I don't know what 24 or 30g is, or if you live in the U.S.A. , but here's a link that might help.

http://www.onlinemetals.com/merchant.cfm?id=84&step=2&top_cat=79

-MB


----------



## Bluechip (Apr 2, 2009)

Hi Tony

It's ( similar )available in UK anyway ...

I'm OK 'cos they are 10 mins from me.. don't know shipping rates ( or if they ship to Aus. ) etc..

Download the .pdf catalogue from :

www.livesteammodels.co.uk

Dave


----------



## tmuir (Apr 2, 2009)

24 Gauge Brass is .020" or .5 MM )
30 Gauge Brass is 0.010" or 0.25mm

So I'm after really thin wall tube.

Both sites you gave list the diameter I'm after but with standard wall thickness.

I personally hate the gauge measurement as the thickness varies depending on what material you are talking about, would much rather it just measured in mm or inches as I understand that.


----------



## Kermit (Apr 2, 2009)

http://69.94.105.34/store/brass272tube.html

http://69.94.105.34/store/brassalloy330tube.html

The first link has several thin walled tubes.
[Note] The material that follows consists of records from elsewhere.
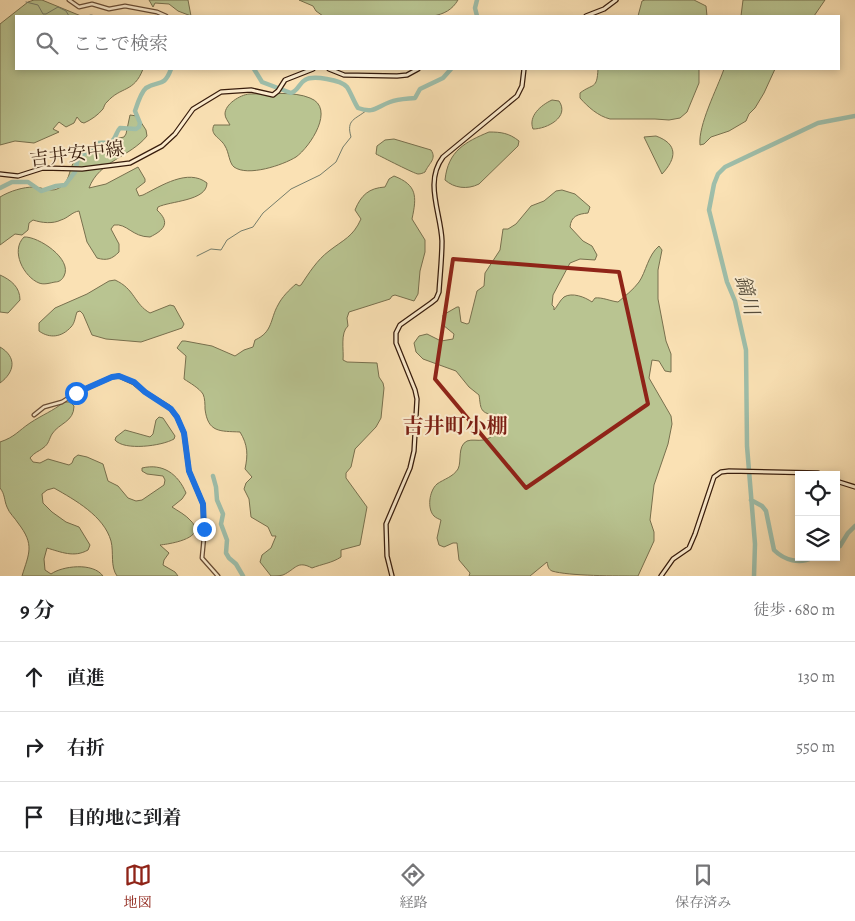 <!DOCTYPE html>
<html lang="ja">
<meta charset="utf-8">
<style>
:root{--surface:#fff;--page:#f6f6f6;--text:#202124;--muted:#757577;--line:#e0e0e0;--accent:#8f2418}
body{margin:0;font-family:Alegreya,"Noto Serif JP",serif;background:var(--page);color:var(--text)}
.controls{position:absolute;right:15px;bottom:15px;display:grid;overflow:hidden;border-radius:0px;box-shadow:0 2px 8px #0003}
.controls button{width:45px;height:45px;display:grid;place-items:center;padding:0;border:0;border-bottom:1px solid var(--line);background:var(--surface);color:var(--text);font:25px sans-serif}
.stop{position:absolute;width:15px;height:15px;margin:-11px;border:4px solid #1a73e8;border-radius:50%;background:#fff}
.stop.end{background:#1a73e8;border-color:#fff;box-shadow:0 1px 5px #0008}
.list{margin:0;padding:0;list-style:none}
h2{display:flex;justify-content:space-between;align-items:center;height:65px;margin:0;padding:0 20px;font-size:21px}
h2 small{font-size:16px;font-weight:400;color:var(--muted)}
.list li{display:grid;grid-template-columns:32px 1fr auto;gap:15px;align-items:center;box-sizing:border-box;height:70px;padding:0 20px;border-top:1px solid var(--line)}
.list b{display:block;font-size:19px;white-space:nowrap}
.list em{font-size:16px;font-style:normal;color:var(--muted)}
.icon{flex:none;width:28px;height:28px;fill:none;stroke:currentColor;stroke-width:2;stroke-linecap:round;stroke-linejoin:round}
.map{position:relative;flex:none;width:855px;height:576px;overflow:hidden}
.search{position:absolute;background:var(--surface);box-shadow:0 2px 8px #0003;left:15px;right:15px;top:15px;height:55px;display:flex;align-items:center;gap:12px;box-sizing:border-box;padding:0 18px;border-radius:0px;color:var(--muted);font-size:19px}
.sheet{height:275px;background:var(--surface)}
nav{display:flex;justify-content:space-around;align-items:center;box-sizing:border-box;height:70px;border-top:1px solid var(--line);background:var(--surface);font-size:14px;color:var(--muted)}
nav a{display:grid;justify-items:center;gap:2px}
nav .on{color:var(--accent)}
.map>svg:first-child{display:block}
.green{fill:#b9c491;stroke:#78704e}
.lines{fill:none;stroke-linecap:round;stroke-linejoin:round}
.stream{stroke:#757d6b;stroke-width:1}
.river{stroke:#9ebeaa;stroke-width:4.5}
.tertiary-casing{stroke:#684d36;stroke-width:5}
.secondary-casing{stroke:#371c0c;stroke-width:5.5}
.tertiary{stroke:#fcecce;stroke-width:2.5}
.secondary{stroke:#fcecce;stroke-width:3}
.route{stroke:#1a73e8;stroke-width:6}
.marked{fill:none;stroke:#8f2418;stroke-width:4;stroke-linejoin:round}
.labels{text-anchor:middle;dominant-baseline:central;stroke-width:4;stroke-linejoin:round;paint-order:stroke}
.street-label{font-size:19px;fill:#371c0c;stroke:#fcecce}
.water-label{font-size:20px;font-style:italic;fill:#564d3b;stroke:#fcecce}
.quarter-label{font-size:21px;font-weight:bold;fill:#7a1f14;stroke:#fcecce}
</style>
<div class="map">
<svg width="855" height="576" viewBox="0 0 855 576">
<rect width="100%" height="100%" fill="#fae1b4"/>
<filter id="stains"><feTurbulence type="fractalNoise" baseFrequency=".004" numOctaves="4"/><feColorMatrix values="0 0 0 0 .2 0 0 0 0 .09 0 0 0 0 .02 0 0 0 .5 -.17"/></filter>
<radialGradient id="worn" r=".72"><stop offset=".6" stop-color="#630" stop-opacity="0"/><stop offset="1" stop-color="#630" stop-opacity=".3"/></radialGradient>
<!-- green -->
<path class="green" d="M 34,0 L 42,0 L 81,16 L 16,16 L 16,69 L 143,69 C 134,93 121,86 107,102 C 105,103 104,107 103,109 C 98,115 91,120 84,123 L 81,122 L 77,117 L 74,123 L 66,127 L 59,122 L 53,129 L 59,132 L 34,143 L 15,141 L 0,145 L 0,24 L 28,2 Z
M 149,0 L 188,0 L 191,16 L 178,11 L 169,4 L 155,3 L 153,7 Z
M 299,0 L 458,0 C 452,10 444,14 433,16 L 323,16 L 316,11 L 313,6 Z
M 645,0 L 694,0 L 706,6 L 707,16 L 638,16 L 642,1 Z
M 743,0 L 825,0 L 814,16 L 741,16 Z
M 598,69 L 699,69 L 699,83 L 687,112 L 680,118 L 669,120 L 655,119 L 610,119 C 598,116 588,107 580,98 L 580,93 C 593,83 597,90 598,69 Z
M 724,69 L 775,69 L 764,93 L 755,108 L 749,114 L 746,121 L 729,131 L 711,137 L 704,144 L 700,145 C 698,125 717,89 724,69 Z
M 249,94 C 266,94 294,91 310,98 C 336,108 310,147 296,157 C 283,165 248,177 234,167 C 229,163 229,152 225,146 C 221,138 209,135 214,125 L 230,125 C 228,121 225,118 225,114 C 225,104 240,95 249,94 Z
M 552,100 L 559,101 C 570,117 547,129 533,129 C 528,116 541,105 552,100 Z
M 130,115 L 137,116 L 146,130 L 147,136 C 130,157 99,161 89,188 L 106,184 L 138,167 L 145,179 L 145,182 L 136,189 L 139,196 L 143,195 C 161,186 188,168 207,183 C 207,201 170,201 158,207 L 157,210 C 171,223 164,230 150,237 C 132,237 127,223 114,225 L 111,229 L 119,244 L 119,252 C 112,259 107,261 97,258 L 87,242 L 79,211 C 72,212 68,218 61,220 C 53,224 42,223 33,220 L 29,223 L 28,230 L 22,235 L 15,234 L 0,245 L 0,197 C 10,191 23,187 34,187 C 41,187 50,192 57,189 C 79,180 59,151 101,153 L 107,148 L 108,144 L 113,143 L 115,139 L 124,137 L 126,134 Z
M 489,132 C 501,132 509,133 519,141 L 518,146 L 479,184 C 467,190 454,188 445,180 C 448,151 465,142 489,132 Z
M 656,136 C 678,144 677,158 662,174 L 644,137 Z
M 394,139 L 431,150 C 437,159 429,163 425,172 C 423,173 421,174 418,174 C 415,174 382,157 376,154 L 377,146 L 385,140 Z
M 394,176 C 417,185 417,196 412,219 L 425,240 L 425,252 L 420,271 L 418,294 L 414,301 L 395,295 L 392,296 L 390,299 L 349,312 L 347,318 L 348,326 C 340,333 344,350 343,360 L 347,362 L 377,363 L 379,377 L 383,383 L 384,388 L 381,418 L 376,427 L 355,449 L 351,467 L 346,473 L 346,478 L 367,507 L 360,545 L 341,550 L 341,557 C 332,563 322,564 312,568 C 297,560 296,569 283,575 C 279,576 275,576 271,576 L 260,562 L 262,555 L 271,548 L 276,536 L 272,536 L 268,527 L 251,517 L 249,499 L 244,489 L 246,483 L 252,477 L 245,469 C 248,455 248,445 240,432 C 220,431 208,433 205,409 C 205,405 205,398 203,394 C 199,388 190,383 184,379 L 186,356 L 177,348 L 182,341 L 185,341 L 212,346 L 235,356 L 244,350 L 253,347 L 255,340 C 273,332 270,319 278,305 C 282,297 289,290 296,284 L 299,286 L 301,285 C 309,273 317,260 329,251 C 343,240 353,237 361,219 L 355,210 C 361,195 369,188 385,187 L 389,179 Z
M 562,190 L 575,194 L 590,207 L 588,213 C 578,214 571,216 570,227 L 583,241 L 592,246 L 597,255 L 595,260 L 580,259 L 570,263 L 553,295 L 552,305 L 554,307 L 554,310 C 557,307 560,300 564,297 C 572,292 585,297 592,302 L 595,298 C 602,297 610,301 618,302 C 625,296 633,290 639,282 C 646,272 648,255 659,246 L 662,250 L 658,270 L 658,299 L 666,341 L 671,354 L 671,372 L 665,371 L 659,361 L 652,360 L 649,378 L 671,416 L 672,424 L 668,444 L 654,485 L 650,520 L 654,532 L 654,541 L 638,576 C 618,576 568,576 552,571 C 548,569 548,566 547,562 L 530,576 L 469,576 L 470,573 L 459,560 L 457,543 L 453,543 L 444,547 L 439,545 L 437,538 L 441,520 C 439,519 436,518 434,516 C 427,509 429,491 437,484 C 444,479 453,477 458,469 C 462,461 457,446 467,441 C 472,439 478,441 483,440 C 496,438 501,425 494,415 C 479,413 481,407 479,395 L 469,387 L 456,371 L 423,359 L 416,352 L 414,343 L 419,336 L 427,334 L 441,341 L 453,339 L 454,334 L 443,325 L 443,315 L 457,307 L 459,307 L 461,322 L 467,324 L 469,323 L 477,291 L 484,286 L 485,273 L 500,250 L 503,229 L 508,229 L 516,224 L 531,206 L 544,201 L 556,191 Z
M 24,237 C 38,236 73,259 64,276 C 62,280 59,282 55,282 C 50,283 44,285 39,283 C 24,277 10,251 24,237 Z
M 0,275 C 11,280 20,287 20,300 L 8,313 L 0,312 Z
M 115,280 C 135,289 134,304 150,313 L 170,305 L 174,306 L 184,324 L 182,328 L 141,342 L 106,339 L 92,335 L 83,314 L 80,311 L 77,312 C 75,317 75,323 71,327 C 62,337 50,339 39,331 L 39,323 L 55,308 L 87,294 L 109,281 Z
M 0,347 C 17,357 15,372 0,383 Z
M 64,402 L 70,402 L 74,406 C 74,422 59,423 52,434 C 49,439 49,444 43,448 C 38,452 35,452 30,458 L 33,462 L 40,463 L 48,459 L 69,465 L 72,463 L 74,458 L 78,455 L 87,457 L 103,464 L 108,481 L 118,486 L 128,498 L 136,501 L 142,500 L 164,485 L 165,480 L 163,476 L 147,474 L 142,471 L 142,468 C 163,463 178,474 186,493 L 182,499 L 172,507 C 178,511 186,515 191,521 C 208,538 170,544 160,545 L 169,553 L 164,560 L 163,565 L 175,572 L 178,576 L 117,576 C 110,566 114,553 111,541 C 104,516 75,500 54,488 L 47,490 L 42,494 L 43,503 L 52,512 L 66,522 L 79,527 L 90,545 L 88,550 C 74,558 61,552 47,548 L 44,559 L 45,570 L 51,574 C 62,566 93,562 103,576 L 22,576 C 29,553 35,545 18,523 C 15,518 9,513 7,507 C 4,500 5,494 0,488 L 0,442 C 15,437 18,431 30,423 C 42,415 53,411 64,402 Z
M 159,417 L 163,418 L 175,436 L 174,439 C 162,446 124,451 115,440 L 116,437 L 125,430 L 150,437 L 153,434 L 156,420 Z"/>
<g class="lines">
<!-- stream -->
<path class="stream" d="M 26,2 L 38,5 L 43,14 L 46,14 L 58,7 L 66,11 L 69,16
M 87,16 L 91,15 L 96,16
M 197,256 L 211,249 L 221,250 L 227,240 L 241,231 L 253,227 L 263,213 L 291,189 L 320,175 L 336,162 L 343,147 L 351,137 C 346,119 355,120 367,110"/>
<!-- river -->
<path class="river" d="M 477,16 L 475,8 L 477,0
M 254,69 L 262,82 L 291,93 C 299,90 299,83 305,80 C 313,75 341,80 347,87 C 351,93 354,102 358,108 C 374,114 376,107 390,102 C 398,99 406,99 415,98 L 420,89 L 443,78 L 451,69
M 0,188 L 12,182 L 28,182 L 41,191 L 56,186 L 65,185 L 75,172 L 78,158 C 83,155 96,144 99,143 C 103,142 107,144 111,142 C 116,139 116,132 120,128 L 136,129 L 139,127 L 140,123 L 135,111 C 137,105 141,92 146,88 C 159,80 164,88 171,69
M 213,476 L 216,487 L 217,500 L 223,514 L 221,524 L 227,540 L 226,553 L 229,558 L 236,564 L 243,576
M 751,500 L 762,506 L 766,511 L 774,550 C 784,560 800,565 813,557
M 836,547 L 840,546 L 848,533 L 855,526
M 754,576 L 755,544 L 747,446 L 746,350 L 735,301 L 727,282 L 709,210 L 714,184 L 718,174 L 725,167 L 818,123 L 855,116"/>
<defs>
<path id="tertiary" d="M 69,0 L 79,7 L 92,4 L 109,9 L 125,6 L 157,12 L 166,16
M 34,415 L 44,407 L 62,402 L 76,393 L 112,377 L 119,376 L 134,383 L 145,392 L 169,407 L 177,417 L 184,433 L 189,471 L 203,504 L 204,537 L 202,558 L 218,576"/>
<path id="secondary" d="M 586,16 L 604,9 L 616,0
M 329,69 L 344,75 L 397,76 L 407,75 L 418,69
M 0,174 L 18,176 L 43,168 L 82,169 L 130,163 L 162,146 L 175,134 L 193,109 L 221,92 L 251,90 L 273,95 L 278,91 L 285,80 L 313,69
M 836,481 L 855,487
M 392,576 L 387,556 L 386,524 L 410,468 L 414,451 L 417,399 L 415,390 L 396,343 L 396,333 L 400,325 L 431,303 L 436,299 L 439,292 C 440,275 442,258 442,241 C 441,213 424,182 443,157 L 517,96 L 522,86 L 524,69
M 661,576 L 673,559 L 689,548 L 695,534 L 714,477 L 721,472 L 729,471 L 818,473 L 822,475"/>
</defs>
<!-- tertiary casing -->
<use href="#tertiary" class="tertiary-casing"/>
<!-- secondary casing -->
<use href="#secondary" class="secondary-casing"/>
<!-- tertiary -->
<use href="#tertiary" class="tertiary"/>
<!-- secondary -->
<use href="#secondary" class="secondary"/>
</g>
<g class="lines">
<!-- route -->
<path class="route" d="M 76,393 L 112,377 L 119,376 L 134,382 L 145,392 L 171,409 L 177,417 L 184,433 L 189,471 L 203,504 L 204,529"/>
</g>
<!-- marked area -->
<path class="marked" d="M 453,259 L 619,272 L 648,404 L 526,488 L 435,379 Z"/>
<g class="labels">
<!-- street labels -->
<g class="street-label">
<text transform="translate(77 154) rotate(-7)">吉井安中線</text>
</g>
<!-- water labels -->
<g class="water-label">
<text transform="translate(747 295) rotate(75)">鏑川</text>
</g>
<!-- quarter labels -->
<g class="quarter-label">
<text x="455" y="426">吉井町小棚</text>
</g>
</g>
<rect width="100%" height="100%" filter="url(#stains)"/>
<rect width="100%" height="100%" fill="url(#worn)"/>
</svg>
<div class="controls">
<button><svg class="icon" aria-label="locate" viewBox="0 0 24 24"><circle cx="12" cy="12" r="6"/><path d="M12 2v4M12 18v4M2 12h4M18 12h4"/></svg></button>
<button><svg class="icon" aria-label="layers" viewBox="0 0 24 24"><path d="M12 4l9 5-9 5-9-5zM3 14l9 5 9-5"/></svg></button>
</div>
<div class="stop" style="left:76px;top:393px"></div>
<div class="stop end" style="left:204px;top:529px"></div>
<div class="search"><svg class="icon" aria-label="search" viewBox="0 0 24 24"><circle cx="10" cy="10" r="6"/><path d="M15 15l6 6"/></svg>ここで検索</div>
</div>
<section class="sheet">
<h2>9 分<small>徒歩 · 680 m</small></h2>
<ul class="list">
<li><svg class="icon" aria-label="ahead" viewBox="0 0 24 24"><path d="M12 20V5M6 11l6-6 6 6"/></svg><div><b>直進</b></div><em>130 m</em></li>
<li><svg class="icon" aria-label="right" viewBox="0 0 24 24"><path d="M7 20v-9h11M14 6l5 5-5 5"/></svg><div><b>右折</b></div><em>550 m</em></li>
<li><svg class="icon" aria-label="arrive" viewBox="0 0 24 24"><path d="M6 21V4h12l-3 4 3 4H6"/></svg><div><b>目的地に到着</b></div></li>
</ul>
</section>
<nav>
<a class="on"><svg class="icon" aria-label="map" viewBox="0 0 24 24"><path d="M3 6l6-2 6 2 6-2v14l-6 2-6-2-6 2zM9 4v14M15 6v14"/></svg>地図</a>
<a><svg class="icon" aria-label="directions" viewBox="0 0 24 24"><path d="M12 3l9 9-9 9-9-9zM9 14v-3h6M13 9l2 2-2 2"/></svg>経路</a>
<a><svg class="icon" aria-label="saved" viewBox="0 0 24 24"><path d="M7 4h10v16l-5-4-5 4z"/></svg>保存済み</a>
</nav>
Check google for businesses selling "architectural" brass or bronze....


----------



## shred (Apr 2, 2009)

Sink drains and the like are often very thin wall brass and available in larger cross-sections than the usual K&S tubing.

I'm considering building one of Tubal Cain's plans but will probably use thicker copper pipe for the boiler as I'm not keen on thinwall boilers he uses in the book I have.

Edit: I just flipped through my book and it doesn't look like boiler diameter or wall thickness (above a safe amount of course) is at all critical.


----------



## Lew Hartswick (Apr 2, 2009)

shred  said:
			
		

> Sink drains and the like are often very thin wall brass and available in larger cross-sections than the usual K&S tubing.


I was about to suggest that source if you can re-design to the available diameters.
Bath lavatories are 1-1/4 and Kitchen are 1-1/2 INCHES (nor sure if that ID or OD)
  ...lew...


----------